HELP!!! Getting data from two huge tables in a huge DB

Question

Post reply

HELP!!! Getting data from two huge tables in a huge DB

halifaxdal

SSCoach

Points: 19741
More actions
December 31, 2006 at 9:31 pm

#171656

Hello folks,
I have a 19GB database(SQL2000), there are only two tables there and we need to do some data mining.
To do an experiment, I extract one day's data from the original database, it's 600MB, one table has 1300000 records, the other has 130000 records.
We want to know if there is any match(and if yes, how many matches ) between two fields in the two tables. So basically we need to do an inner join like:
select t1.*, t2.* from table1 t1 inner join table2 t2 on t2.field1=t1.field1
However, the two tables are so big, at least at my home PC, the query can't go through.
I am anxious to know what should I do now for this kind of case? (both the two tables have primary keys and clustered index.), what's the best solution to dig data out from the original DB which has a much bigger size than my experiment DB(and even for the much smaller DB I can't finish the query!)
Please help.
Thanks.
Happy new year!

Viewing 10 posts - 1 through 10 (of 10 total)

You must be logged in to reply to this topic. Login to reply

salim Say Hey Kid Points: 679 More actions · Answer 1

The query should run fine even on a pc. 19GB is common these days.

just make sure the fields in where clause are covered by an index.

we have tables that cross 100 Million rows and such joins are every day event without problems on sql2000 and 2005 too

Steve Jones - SSC Editor SSC Guru Points: 738357 More actions · Answer 2

I'd also get rid of the t1.* and t2.*. If you're looking for matches, just get the PKs in the select list and then use that list to get the individual records.

MohammedU SSCoach Points: 19644 More actions · Answer 3

I will agree with Steve why do you need all columns from both table? As Salim mentioned 19 GB data is nothing these days...

Check the estimated query plan?

What are you trying to with your query?

Post your sample code to see what your doing?

MohammedU
Microsoft SQL Server MVP

Ian Yates SSCoach Points: 19738 More actions · Answer 4

You say you want to know how many matches there are - this sounds like you don't actually need the matches themselves. Rephrased, if you have 100,000 matches then you just want a single result of 100,000 rather than 100,000 rows returned in a query. Is this right?

If so, then something along the lines of

select count(*)

from t1

inner join t2

on t1.myField = t2.myField

should do the trick. Make sure you have an index on the myField fields in each table - the field should be in the index as the first field of the index. Since you're not returning other rows the index need not be the clustered index (although your tables should have a clustered index) and you needn't have any other fields in the index.
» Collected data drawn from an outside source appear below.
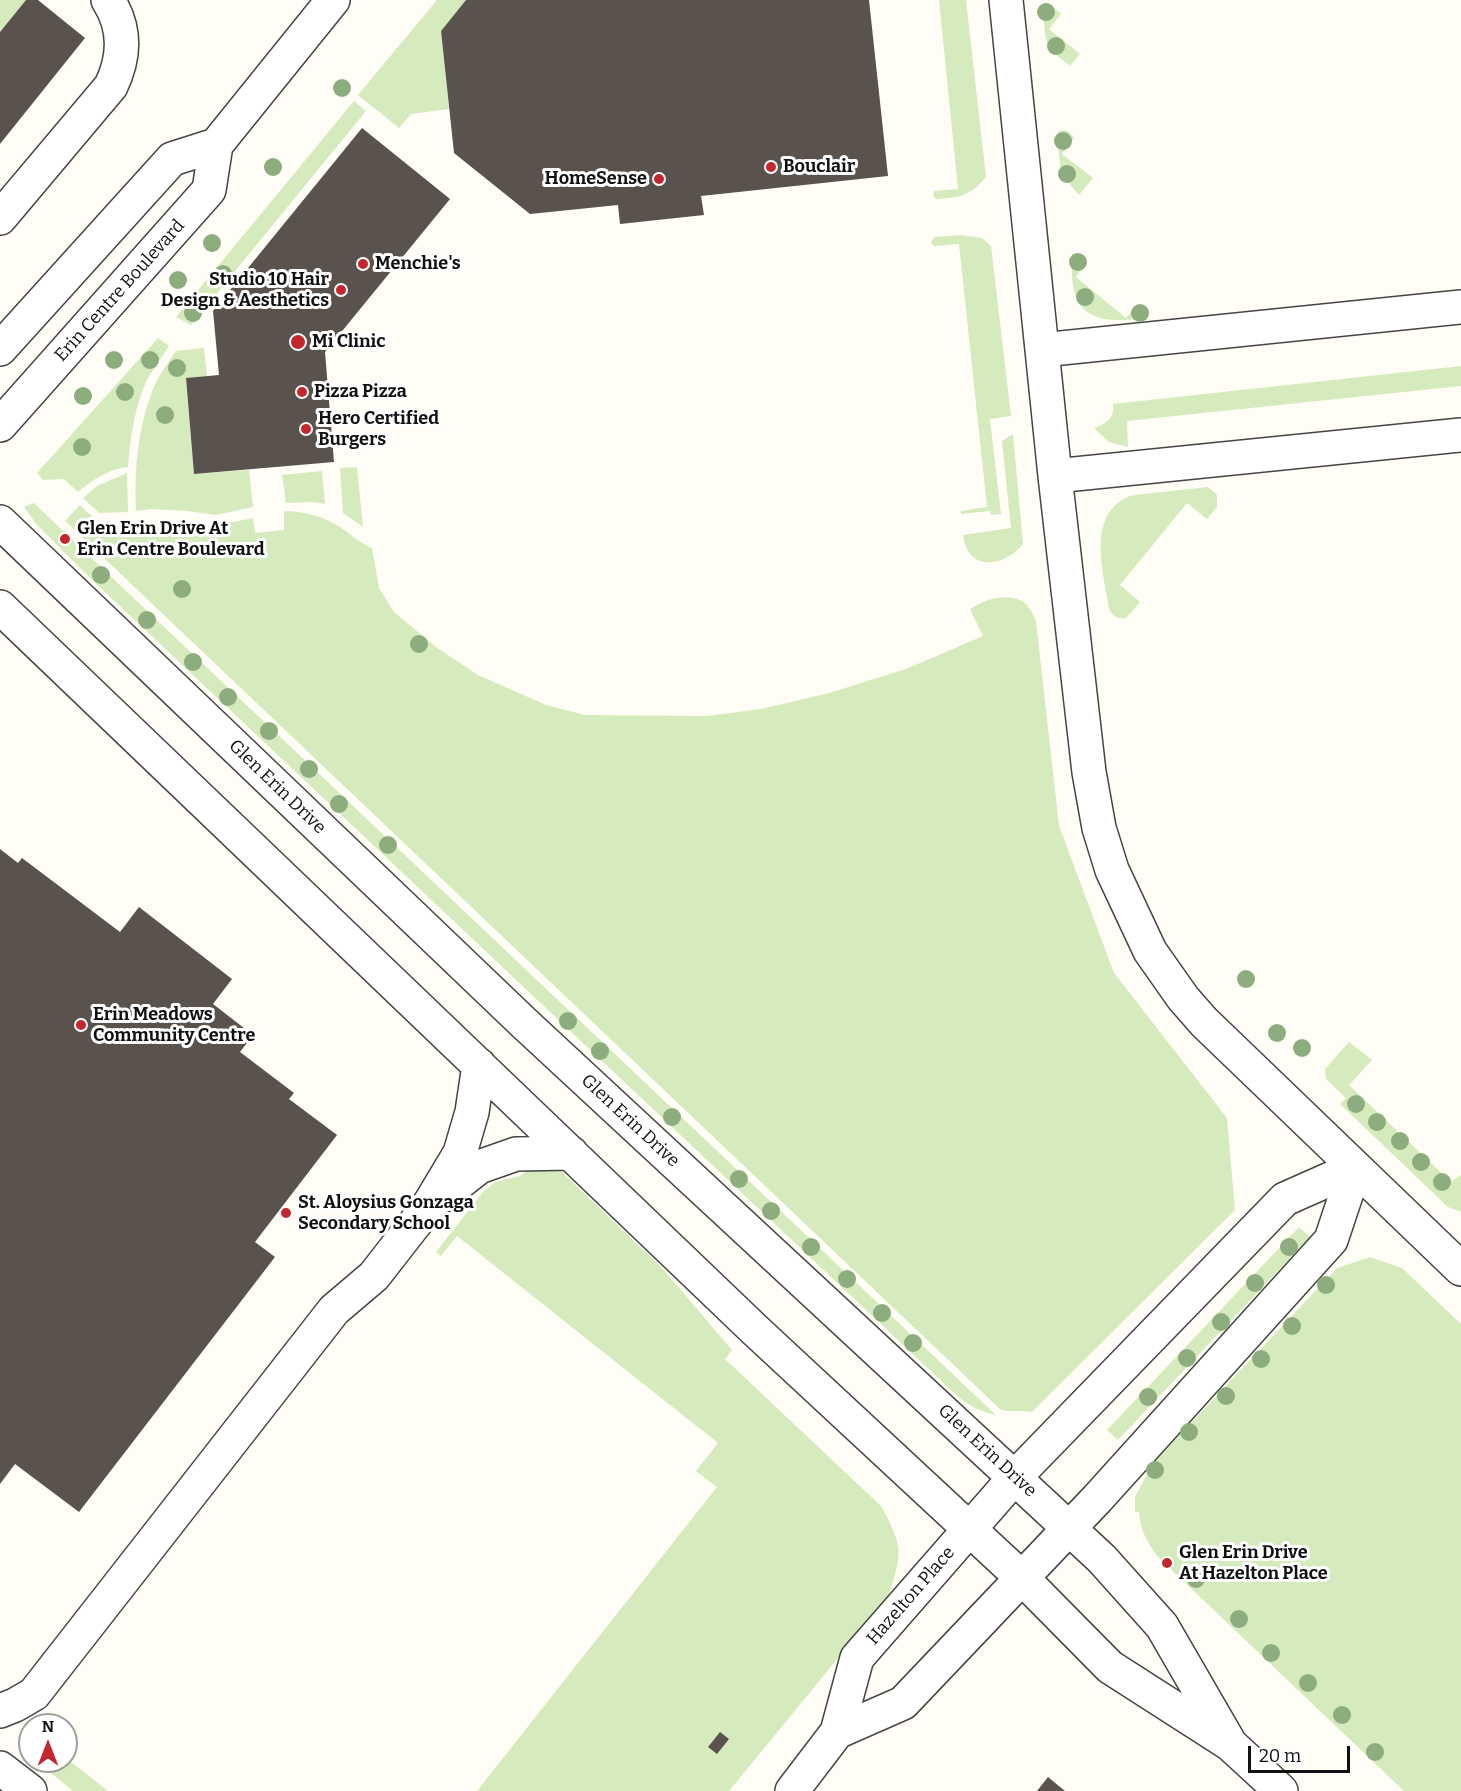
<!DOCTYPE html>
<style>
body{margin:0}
#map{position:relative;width:1461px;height:1791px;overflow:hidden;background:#fffdf5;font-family:Bitter,serif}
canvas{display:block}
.north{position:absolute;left:18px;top:1713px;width:60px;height:60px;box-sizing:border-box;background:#fff;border:2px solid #a0a0a0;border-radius:50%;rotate:0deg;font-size:16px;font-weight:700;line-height:24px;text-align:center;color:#111}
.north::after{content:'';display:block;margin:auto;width:21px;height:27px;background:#c4262e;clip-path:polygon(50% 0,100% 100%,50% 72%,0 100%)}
.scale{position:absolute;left:1248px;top:1746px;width:102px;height:27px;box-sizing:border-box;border:3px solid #111;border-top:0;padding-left:8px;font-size:18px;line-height:21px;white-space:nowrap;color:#111;-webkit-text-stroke:4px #fff;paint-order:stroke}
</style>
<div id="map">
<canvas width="1461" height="1791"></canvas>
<div class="north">N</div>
<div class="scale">20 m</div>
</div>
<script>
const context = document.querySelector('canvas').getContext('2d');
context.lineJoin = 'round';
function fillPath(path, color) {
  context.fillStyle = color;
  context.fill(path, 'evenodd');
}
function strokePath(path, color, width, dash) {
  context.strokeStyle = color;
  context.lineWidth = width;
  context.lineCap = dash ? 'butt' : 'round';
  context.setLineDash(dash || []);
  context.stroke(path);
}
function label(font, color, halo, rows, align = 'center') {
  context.font = font + ' Bitter,serif';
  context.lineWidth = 6;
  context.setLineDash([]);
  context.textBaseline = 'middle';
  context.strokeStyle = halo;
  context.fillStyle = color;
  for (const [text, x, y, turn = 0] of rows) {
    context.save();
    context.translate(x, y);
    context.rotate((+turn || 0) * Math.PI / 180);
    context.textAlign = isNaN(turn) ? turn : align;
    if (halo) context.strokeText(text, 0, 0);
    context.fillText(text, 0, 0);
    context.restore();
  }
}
fillPath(new Path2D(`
 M0 0H26L0 32Z
 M437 0H466L441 31 449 109 411 114 399 128 358 95Z
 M939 0H966L986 177C969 197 961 197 936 199L933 195 934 191 958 189Z
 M1048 3 1061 14 1049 29 1080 54 1070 66C1042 44 1046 43 1043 9L1045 5Z
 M354 101 366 111 191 325 176 317Z
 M1064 130 1069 132 1074 138 1062 154 1093 178 1079 195 1061 174 1057 135 1059 131Z
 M960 235 982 238 991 246 1011 416 990 419 1001 514 991 515 990 511 961 514V511L987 507 959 244 934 246 931 243 934 237Z
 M1073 253 1081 255C1090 264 1080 270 1076 277L1126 318 1137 305H1144L1148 308 1149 315 1146 318C1121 321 1084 325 1075 294 1071 281 1072 267 1072 255Z
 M158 338 169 346C162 357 154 367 148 378 135 404 130 438 128 467 108 469 93 480 78 492L64 479 43 480 37 473Z
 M204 348 207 376 186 379 194 474 249 470 253 507 216 515 187 511 151 509 136 511C134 469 138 426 154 387 159 375 168 363 176 351Z
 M1461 366V386L1127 421 1128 447 1109 442 1094 428C1106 424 1115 418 1113 404Z
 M1013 434 1023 544C1003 568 968 572 963 535L1011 528 1002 441Z
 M357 467 363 527 343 513 340 468Z
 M322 471 325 504 313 502 286 503 282 475Z
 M127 473 128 512 99 513 83 498 97 486Z
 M1208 487 1217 495V507L1207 519 1187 503 1120 585 1140 602 1126 618C1117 619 1113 617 1109 608 1104 573 1085 514 1130 496 1137 494 1146 494 1153 493 1171 491 1190 489 1208 487Z
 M34 503 85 552 996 1415C979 1411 968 1406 955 1394L88 576 37 525 24 507Z
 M80 505 104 528 154 523 214 526 253 518 255 533 284 530V511C303 511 323 516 340 527 351 534 359 543 372 548L379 588 394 612 436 647 478 675 546 705 585 715 707 716 761 709 829 693 906 669 983 636 970 609C985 599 1010 591 1026 604 1030 608 1034 617 1036 621L1059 826 1114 973 1227 1118 1235 1210 1032 1412C1021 1410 1011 1412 1001 1410L65 521Z
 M1349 1042 1372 1060 1349 1085 1451 1182 1461 1175V1212L1448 1207 1340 1104 1346 1098 1326 1079 1325 1069Z
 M535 1165 562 1172 663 1269 732 1350 725 1359 881 1506C904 1549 902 1551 889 1596L729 1791H477L717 1487 696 1471 718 1443 457 1236 441 1256 436 1252 482 1193 495 1182 520 1176Z
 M1299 1227 1310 1237 1118 1440 1107 1430Z
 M1370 1257 1402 1268 1461 1324V1791H1404L1157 1556C1147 1541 1140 1530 1139 1512H1135V1497L1153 1463 1337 1268Z
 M66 1758 108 1791H73L52 1774 45 1762 66 1761Z`), '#d5ebbd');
fillPath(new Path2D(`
 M26 0H38L85 38 0 144V32Z
 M466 0H869L888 176 701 196 704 215 620 224 618 205 530 214 454 153 441 31Z
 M362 128 450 199 325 352 334 462 194 474 186 378 219 375 213 311Z
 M0 849 18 863 22 858 120 932 139 907 232 979 213 1004 253 1035 240 1052 294 1093 289 1099 337 1135 255 1242 275 1257 79 1512 15 1464 0 1484Z
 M720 1732 729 1739 717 1754 708 1747Z
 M1048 1777 1065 1791H1037Z`), '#5a524d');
const minor = new Path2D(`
 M1006 0 1055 476 1089 772 1099 828 1112 870 1150 951 1183 998 1204 1022 1461 1269
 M0 218 111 86C125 57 126 28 108 0
 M0 349 172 159 216 145
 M1042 350 1461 307
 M0 425 209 190 216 145 333 0
 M1055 476 1461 435
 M0 522 524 1023 1102 1559 1162 1626 1228 1740
 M0 607 755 1330 1022 1578 1110 1667 1230 1744 1281 1791
 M442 1196 479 1167 516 1154 571 1153
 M0 1711 15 1705 34 1694 334 1310 374 1276 427 1208 460 1153 472 1112 479 1065
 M837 1732 903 1703 1097 1499 1331 1240 1355 1168
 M0 1768 30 1791
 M792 1791 837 1732 857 1658 1015 1477 1285 1199 1355 1168`);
strokePath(minor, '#444', 36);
strokePath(minor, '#fff', 33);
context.fillStyle = '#8dad7f';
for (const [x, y] of [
 [1046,12],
 [1056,46],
 [342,88],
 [1063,141],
 [273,167],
 [1067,174],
 [212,243],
 [1078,262],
 [223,274],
 [178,280],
 [1085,297],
 [193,313],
 [1140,313],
 [114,360],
 [150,360],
 [177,368],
 [125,392],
 [83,396],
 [165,415],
 [82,447],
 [101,575],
 [182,589],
 [147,620],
 [419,644],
 [193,662],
 [228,697],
 [269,731],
 [309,769],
 [339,804],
 [388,845],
 [1246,979],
 [568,1021],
 [1277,1033],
 [1302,1048],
 [600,1051],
 [1356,1104],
 [672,1117],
 [1377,1122],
 [1400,1141],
 [1421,1162],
 [739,1179],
 [1442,1182],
 [771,1211],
 [811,1247],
 [1289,1247],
 [847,1279],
 [1255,1283],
 [1326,1285],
 [882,1313],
 [1221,1322],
 [1292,1326],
 [913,1343],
 [1187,1358],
 [1261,1359],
 [1226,1396],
 [1148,1397],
 [1189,1432],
 [1155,1470],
 [1196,1579],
 [1239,1619],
 [1271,1653],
 [1308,1683],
 [1342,1715],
 [1375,1752]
]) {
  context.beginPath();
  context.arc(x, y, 9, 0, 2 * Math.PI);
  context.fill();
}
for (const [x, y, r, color] of [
 [771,167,6,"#c4262e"],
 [659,179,6,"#c4262e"],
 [363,264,6,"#c4262e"],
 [341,290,6,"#c4262e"],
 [298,342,8,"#c4262e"],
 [302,392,6,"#c4262e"],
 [306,429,6,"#c4262e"],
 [65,539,6,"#c4262e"],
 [81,1025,6,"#c4262e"],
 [286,1213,6,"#c4262e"],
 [1167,1563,6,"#c4262e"]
]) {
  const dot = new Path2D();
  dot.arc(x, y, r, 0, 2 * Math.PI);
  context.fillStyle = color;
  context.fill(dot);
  strokePath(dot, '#fff', 2);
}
label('bold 18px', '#111', '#fff', [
 ["Bouclair",783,167],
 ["HomeSense",647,179,"right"],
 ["Menchie's",375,264],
 ["Studio 10 Hair",329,280,"right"],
 ["Design & Aesthetics",329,301,"right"],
 ["Mi Clinic",312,342],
 ["Pizza Pizza",314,392],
 ["Hero Certified",318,419],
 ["Burgers",318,440],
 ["Glen Erin Drive At",77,529],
 ["Erin Centre Boulevard",77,550],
 ["Erin Meadows",93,1015],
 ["Community Centre",93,1036],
 ["St. Aloysius Gonzaga",298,1203],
 ["Secondary School",298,1224],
 ["Glen Erin Drive",1179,1553],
 ["At Hazelton Place",1179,1574]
], 'left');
label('18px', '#111', '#fff', [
 ["Erin Centre Boulevard",120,291,-48],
 ["Glen Erin Drive",277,787,44],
 ["Glen Erin Drive",630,1121,43],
 ["Glen Erin Drive",987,1451,43],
 ["Hazelton Place",911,1596,-49]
]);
</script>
With your current query (I'm guessing) if you are returning each matching row then this will take time. It will take even longer and include what's known as a bookmark lookup if your myField field from each table (using the made up names from my sample query) are not the leading fields in your 2 clustered indices.

Think of it as like a street directory - you have an index of street names in the front. If your goal was to find all of the schools near a certain street, the index there makes you look up the street, find the map page and then you scan around that map page for the required information. The index in this case helped you locate the data but it wasn't the data itself. The double lookup required is similar to what SQL Server would be doing for you - it would find the matching myField rows but then needs to get the extra data associated with those rows.

If you had an index of street names and nearby schools this would take up a lot more space and only help a certain number of queries but would make that query VERY fast - on the flipside, apart from the extra space, you need to keep the index up to date. For more info browse in SQL Server books online about "clustered index".

Of course, I may have misunderstood, so could you please, as others have asked, provide some sample code & results (even if made up) so we can see exactly what you want. Let us know how you get on. Cheers

TheSQLGuru SSC Guru Points: 134017 More actions · Answer 5

You mentioned doing data mining so I will assume that you actually DO need all the data from the day's join query so you can run it through some mining algorithm or analyze it with another tool. What I bet is happening is that you are running query analyzer's memory usage up so high that you are starving your PC for RAM, causing massive paging. To address this issue, make a batch file with your query and run it with osql and redirect the output to a disk file. It will still be slow (unless you direct the disk file to an external hard drive separate from where the sql server data file exists.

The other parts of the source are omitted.